> TASK GOAL
Report the lines of the data below that contain the string "controls".

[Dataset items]

▬▬▬

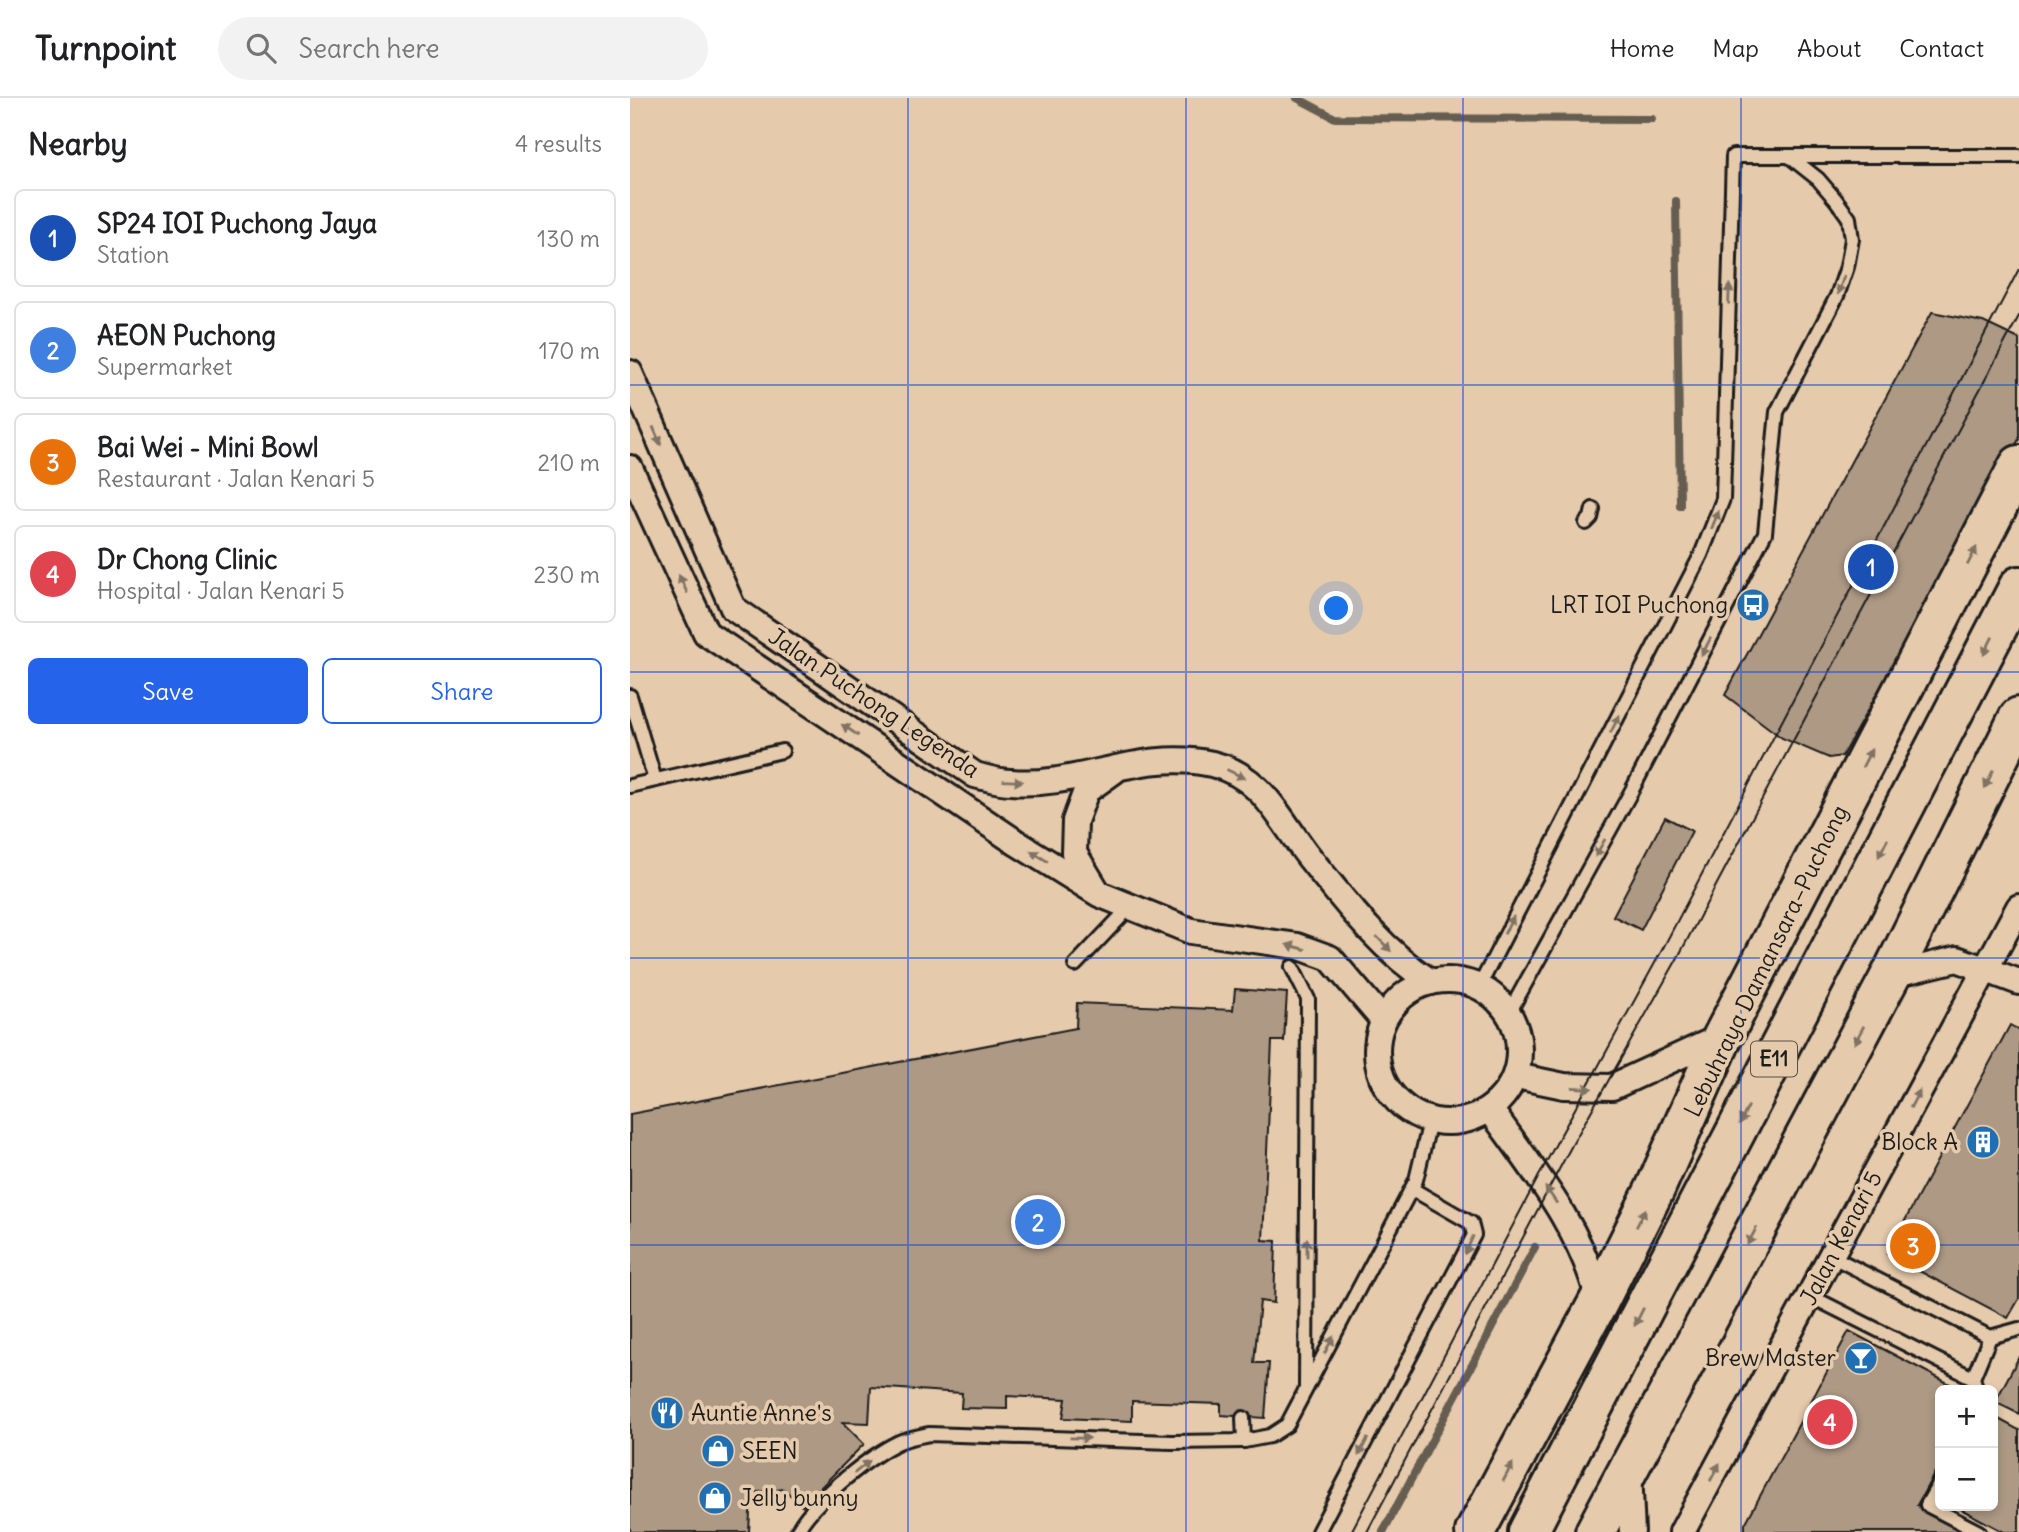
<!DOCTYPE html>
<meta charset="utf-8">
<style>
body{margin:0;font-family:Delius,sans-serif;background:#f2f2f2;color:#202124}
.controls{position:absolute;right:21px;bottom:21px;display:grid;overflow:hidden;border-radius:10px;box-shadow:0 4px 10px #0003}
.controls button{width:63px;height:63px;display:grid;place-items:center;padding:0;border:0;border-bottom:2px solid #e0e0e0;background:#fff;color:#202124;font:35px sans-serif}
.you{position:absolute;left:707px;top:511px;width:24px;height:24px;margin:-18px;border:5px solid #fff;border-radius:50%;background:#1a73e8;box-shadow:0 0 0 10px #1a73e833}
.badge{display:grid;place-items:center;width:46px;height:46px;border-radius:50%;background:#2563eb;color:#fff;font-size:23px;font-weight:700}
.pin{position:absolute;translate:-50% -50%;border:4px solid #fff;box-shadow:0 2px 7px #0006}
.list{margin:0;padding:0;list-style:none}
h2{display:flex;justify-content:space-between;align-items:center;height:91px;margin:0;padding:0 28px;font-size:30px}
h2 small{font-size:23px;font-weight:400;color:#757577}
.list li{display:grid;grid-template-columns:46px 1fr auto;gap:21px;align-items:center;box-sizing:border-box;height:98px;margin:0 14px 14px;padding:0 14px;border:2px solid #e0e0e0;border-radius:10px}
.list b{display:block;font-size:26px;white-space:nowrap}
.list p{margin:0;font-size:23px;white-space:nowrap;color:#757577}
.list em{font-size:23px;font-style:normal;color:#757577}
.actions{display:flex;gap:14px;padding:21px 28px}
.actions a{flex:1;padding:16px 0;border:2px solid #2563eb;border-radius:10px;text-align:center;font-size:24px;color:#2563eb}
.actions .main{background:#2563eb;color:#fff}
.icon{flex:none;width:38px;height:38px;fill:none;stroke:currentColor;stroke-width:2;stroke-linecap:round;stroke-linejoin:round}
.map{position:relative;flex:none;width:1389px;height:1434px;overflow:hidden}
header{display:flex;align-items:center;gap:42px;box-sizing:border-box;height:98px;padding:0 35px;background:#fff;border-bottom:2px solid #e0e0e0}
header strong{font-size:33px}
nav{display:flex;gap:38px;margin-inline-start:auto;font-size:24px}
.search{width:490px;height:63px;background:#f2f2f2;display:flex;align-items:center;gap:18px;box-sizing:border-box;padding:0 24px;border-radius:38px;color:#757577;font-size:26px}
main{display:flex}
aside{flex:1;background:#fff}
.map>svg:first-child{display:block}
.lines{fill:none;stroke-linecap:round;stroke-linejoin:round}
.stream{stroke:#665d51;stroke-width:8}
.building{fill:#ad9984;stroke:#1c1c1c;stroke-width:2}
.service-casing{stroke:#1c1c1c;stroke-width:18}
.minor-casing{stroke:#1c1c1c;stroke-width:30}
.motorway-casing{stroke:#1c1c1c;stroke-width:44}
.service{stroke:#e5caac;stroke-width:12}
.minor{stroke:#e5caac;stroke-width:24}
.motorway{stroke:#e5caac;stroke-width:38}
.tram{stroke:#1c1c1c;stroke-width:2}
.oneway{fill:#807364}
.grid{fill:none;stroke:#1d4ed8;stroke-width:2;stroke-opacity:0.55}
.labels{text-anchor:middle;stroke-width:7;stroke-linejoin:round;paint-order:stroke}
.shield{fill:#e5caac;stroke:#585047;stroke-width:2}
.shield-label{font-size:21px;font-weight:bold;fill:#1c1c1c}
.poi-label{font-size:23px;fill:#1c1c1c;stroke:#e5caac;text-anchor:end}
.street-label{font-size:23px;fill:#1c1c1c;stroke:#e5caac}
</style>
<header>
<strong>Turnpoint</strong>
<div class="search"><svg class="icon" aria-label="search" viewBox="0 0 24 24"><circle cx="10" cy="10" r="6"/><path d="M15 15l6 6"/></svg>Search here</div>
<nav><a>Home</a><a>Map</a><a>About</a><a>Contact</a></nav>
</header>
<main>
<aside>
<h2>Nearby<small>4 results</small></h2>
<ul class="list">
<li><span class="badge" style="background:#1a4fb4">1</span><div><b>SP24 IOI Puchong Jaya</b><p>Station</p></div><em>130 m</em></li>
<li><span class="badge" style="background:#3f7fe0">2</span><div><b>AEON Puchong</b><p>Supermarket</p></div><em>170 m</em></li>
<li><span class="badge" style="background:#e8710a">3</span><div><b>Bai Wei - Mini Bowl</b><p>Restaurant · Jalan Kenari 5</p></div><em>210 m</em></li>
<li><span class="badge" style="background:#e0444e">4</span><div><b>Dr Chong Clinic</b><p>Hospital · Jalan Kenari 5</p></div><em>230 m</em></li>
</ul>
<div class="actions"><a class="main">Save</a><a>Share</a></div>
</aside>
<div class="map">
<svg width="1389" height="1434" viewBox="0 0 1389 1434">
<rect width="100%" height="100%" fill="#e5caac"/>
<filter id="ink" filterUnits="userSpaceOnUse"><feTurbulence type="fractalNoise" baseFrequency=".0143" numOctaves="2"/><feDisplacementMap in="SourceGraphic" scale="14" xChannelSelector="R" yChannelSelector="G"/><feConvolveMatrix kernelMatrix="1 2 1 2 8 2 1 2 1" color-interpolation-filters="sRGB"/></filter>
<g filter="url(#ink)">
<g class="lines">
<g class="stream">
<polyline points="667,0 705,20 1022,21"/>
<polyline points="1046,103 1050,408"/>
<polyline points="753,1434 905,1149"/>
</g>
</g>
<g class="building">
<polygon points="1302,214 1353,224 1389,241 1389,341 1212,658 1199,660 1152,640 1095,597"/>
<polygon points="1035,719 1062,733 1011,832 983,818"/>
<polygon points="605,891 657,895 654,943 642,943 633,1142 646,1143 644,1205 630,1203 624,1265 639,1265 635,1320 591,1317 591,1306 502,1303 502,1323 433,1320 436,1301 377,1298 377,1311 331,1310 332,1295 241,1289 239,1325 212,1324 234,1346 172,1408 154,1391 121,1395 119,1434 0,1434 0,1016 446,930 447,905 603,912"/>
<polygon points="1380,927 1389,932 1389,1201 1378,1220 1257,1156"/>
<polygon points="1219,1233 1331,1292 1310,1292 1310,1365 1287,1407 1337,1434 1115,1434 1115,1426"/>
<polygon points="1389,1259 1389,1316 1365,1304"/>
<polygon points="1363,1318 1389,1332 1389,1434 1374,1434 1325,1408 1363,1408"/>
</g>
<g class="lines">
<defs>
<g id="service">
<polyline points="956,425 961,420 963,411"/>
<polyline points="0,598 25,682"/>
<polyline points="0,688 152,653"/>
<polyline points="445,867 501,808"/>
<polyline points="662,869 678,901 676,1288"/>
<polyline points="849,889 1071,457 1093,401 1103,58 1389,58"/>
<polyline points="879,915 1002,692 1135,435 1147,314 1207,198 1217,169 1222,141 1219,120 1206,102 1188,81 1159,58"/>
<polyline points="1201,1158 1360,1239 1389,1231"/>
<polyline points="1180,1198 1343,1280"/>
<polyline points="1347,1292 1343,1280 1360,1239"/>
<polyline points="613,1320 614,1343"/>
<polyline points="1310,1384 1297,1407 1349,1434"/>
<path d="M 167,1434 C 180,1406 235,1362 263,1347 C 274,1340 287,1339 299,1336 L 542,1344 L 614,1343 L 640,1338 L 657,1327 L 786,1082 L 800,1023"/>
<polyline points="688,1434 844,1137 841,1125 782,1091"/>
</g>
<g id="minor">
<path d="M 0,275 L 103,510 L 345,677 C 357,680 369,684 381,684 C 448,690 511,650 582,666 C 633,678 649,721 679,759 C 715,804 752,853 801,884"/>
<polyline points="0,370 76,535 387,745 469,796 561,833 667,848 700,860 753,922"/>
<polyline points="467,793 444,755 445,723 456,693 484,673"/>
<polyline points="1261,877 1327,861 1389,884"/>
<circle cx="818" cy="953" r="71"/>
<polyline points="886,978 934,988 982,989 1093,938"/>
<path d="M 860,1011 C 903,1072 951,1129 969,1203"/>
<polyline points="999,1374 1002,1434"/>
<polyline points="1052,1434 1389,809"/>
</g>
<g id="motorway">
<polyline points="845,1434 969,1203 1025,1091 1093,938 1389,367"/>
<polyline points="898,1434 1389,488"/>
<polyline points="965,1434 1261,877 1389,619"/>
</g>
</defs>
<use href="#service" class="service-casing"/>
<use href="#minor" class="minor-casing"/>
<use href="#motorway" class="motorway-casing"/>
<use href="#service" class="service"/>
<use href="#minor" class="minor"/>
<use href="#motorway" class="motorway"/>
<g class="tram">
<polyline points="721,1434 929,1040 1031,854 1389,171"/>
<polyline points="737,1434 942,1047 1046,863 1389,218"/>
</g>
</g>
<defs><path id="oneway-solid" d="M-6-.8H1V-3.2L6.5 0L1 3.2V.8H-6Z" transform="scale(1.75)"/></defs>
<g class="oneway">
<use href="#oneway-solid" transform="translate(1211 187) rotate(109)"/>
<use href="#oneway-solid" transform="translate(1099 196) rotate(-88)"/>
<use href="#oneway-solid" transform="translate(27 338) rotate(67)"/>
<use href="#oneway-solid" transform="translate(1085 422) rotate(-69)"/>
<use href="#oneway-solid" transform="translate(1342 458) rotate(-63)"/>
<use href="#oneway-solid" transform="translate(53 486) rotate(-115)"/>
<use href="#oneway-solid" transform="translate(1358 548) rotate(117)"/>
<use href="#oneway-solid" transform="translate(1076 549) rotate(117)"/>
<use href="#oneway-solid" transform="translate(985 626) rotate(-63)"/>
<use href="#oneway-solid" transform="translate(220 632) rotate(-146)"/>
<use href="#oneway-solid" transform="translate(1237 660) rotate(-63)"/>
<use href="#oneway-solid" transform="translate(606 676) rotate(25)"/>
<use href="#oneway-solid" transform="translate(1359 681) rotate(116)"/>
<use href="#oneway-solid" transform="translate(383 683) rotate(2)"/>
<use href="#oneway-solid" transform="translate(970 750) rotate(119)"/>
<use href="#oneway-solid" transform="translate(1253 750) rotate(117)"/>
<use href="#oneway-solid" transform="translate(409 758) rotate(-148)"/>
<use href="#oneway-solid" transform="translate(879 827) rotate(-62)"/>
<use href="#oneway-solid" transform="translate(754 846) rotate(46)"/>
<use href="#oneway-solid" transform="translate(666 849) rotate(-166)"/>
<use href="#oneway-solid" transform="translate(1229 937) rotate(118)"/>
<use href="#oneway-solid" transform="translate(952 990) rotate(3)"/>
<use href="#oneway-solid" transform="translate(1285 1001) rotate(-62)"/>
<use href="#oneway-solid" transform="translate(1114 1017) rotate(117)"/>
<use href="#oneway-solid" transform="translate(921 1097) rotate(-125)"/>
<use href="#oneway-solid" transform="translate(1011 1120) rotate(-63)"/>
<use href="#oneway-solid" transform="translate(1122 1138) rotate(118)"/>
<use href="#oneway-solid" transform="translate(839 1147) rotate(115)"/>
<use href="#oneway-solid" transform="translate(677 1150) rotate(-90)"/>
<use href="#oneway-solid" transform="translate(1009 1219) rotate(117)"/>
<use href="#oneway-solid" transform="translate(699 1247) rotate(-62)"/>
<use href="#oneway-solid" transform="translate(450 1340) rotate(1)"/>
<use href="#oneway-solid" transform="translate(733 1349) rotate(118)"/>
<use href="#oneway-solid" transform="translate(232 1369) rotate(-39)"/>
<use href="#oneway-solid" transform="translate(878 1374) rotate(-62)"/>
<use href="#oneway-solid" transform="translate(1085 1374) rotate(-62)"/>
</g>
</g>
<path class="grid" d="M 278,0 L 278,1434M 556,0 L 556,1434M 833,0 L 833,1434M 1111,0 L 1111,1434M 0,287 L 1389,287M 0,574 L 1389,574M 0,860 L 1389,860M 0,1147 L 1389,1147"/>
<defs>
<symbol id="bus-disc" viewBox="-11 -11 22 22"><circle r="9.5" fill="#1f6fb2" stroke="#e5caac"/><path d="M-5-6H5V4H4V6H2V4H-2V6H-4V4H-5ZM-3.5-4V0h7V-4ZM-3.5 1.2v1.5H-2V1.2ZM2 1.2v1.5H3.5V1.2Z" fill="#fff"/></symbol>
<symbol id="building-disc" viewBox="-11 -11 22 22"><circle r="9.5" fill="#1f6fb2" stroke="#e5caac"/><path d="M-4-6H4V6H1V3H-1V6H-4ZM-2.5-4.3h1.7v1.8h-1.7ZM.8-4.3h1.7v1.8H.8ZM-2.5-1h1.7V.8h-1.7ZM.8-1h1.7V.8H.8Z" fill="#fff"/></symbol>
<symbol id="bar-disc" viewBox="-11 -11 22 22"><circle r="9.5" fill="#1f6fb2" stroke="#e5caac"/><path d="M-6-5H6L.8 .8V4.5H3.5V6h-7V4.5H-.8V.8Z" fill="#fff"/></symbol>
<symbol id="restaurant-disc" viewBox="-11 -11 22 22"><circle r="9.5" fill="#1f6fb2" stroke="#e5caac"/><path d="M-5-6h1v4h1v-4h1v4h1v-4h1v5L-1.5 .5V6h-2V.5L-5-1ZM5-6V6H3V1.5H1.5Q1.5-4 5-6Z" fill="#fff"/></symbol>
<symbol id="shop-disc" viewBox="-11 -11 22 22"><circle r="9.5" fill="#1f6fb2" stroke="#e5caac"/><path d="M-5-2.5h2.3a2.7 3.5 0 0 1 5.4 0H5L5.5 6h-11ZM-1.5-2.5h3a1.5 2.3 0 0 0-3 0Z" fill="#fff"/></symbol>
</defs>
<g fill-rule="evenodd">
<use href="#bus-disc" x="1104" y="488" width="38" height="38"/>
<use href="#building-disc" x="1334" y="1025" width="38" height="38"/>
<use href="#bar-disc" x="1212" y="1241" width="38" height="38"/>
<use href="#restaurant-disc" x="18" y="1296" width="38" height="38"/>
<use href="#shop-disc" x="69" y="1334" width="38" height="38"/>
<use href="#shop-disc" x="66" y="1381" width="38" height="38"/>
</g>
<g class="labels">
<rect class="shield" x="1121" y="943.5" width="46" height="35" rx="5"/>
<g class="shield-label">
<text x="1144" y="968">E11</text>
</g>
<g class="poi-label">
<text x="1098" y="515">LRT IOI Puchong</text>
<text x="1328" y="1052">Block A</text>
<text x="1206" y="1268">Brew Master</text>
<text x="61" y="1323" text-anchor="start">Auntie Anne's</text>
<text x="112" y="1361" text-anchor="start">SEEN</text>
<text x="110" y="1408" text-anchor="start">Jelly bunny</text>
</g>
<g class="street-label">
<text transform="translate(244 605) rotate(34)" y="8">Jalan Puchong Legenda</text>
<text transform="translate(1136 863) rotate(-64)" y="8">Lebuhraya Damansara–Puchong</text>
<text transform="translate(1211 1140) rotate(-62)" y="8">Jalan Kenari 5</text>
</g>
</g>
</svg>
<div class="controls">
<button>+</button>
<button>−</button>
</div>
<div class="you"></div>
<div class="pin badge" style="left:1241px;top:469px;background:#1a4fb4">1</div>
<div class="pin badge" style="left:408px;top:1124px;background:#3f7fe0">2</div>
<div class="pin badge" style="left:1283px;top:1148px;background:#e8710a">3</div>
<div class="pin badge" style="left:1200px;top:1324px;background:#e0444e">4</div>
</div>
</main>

▬▬▬

> FINAL ANSWER
.controls{position:absolute;right:21px;bottom:21px;display:grid;overflow:hidden;border-radius:10px;box-shadow:0 4px 10px #0003}
.controls button{width:63px;height:63px;display:grid;place-items:center;padding:0;border:0;border-bottom:2px solid #e0e0e0;background:#fff;color:#202124;font:35px sans-serif}
<div class="controls">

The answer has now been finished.